There have been unofficial recommendations for covid home care involving moderate doses of vitamin C, vitamin B1 (to prevent kidney stones from vitamin C), vitamin D, zinc, and melatonin--feel free to ask your doctor, not me, about those, and remember that supplements are not regulated by the Food and Drug Administration. I'm not recommending anything, though healthy eating, hydrating, quitting smoking and exercise as tolerated can't hurt!
Reference:
Lehne's Pharmacology for Nursing Care, 9th ed. (Not going to bother with APA today.)
July 15, 2020
Antibodies are good
Also known as immunoglobulins (Ig--not to be confused with IG, for instagram), antibodies are part of your body's immune system. An antagonist is a bad guy, but antibodies are good. They are your body's microscopic, globular, Y-shaped secret weapons. You want antibodies.

Antibodies come in five flavors: IgG: the stuttering antibody that crosses the placenta, comes in four forms and is the main, long-lasting flavor.IgA: present in body fluids, the gut, respiratory, & urogenital tracts, produces antimicrobial factors.IgM: first on the scene when sh*t hits the fan, riding humorous B cells.IgE: protects against parasites but mostly responsible for annoying allergies.IgD: antigen receptor on inactivated B cells; activates basophils and mast cells to make antimicrobial factors.

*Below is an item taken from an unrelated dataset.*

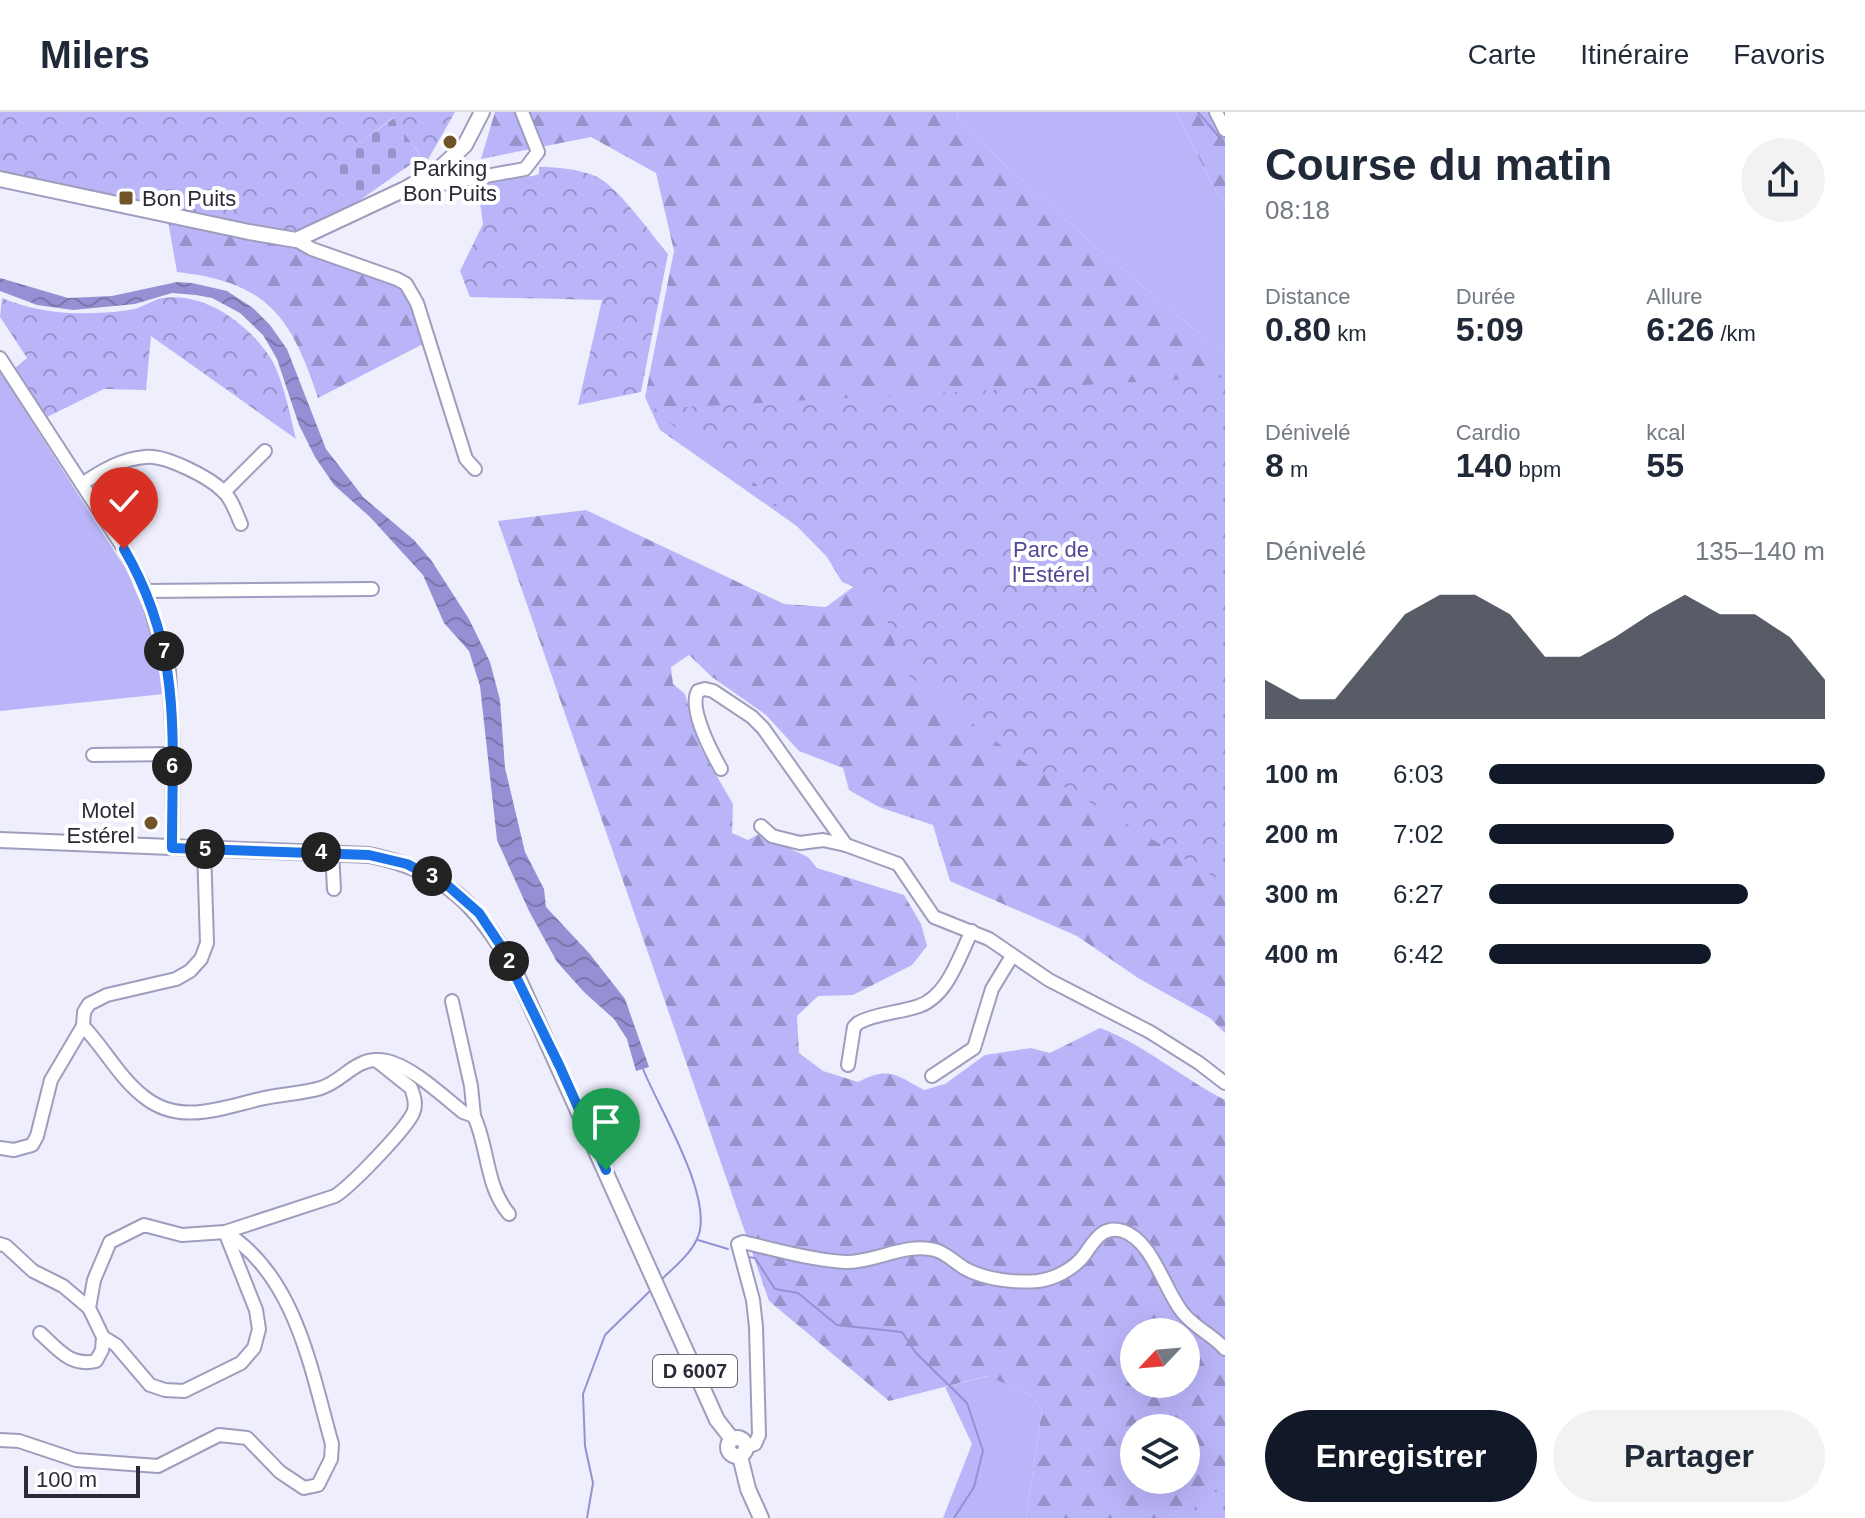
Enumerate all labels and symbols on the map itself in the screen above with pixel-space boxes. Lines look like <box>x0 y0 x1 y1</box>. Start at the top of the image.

Antibodies can do five things:Neutralize microbes by making them ineffective in their evil acts against your body.Agllutinate: turn pathogens into tasty clumps for other immune cells to devour.Precipitate: separate pathogens out of fluids into tasty clumps. Nom.Complement activation/fixation: latch onto foreign cells to get complements (tiny proteins, not compliments) to attack cell membranes to pop them or at least cause inflammation.
We don't know enough about covid-19 antibodies to say for sure how long antibodies last, how much conveys immunity, if any, and whether herd immunity is on the horizon, but your contribution could help scientists get more answers and shorten this surreal limbo period. All it takes is a vial of blood and maybe half an hour of your time. I specifically asked if they would be hitting us up for convalescent plasma if we're positive and the research coordinator said no, but you can always offer your life-saving 500mls to a blood bank!
July 2, 2020
Mask. Social distance. No party.
Dear Readers,
I’m a Red Hen author and a hospital nurse who also does some contact tracing for public health. I won’t pretend to be an expert or try to tell you what to do with your life, but if you care about the future of the human race, please help us.
Yes, you–Dear Reader–can personally save the world.
All you have to do is stay at home as much as possible, wear a mask when you leave your home, maintain a 6 feet distance from other people if you can, and not host or attend that upcoming 4th of July block party in your neighborhood.
I would rather not see you and your loved ones in a rubber-banded stack of “4th of July party outbreak” positive case files and have to call all of you about isolation or quarantine, and worry when someone cannot answer the phone because they are already in a hospital. I would love to support you in the hospital if you need medical attention for any number of health matters (please do come in if you need help), but would rather not see you or any of your loved ones come in with difficulty breathing and end up having to be transferred to the ICU and placed on a breathing machine, especially if it is preventable. And it is preventable. Not 100% preventable, but preventable in the way that if you skip that party or wear a mask consistently, you might save someone’s grandma or baby or mother, father, sister, or cousin, through the butterfly effect. We could discuss the R number or exponential algorithms on a graph, but I think most of us understand the subtlety of the butterfly effect better. One small action by you can change the fate of the universe.

You can do this. You can change the world. Mask. Social distance. No party.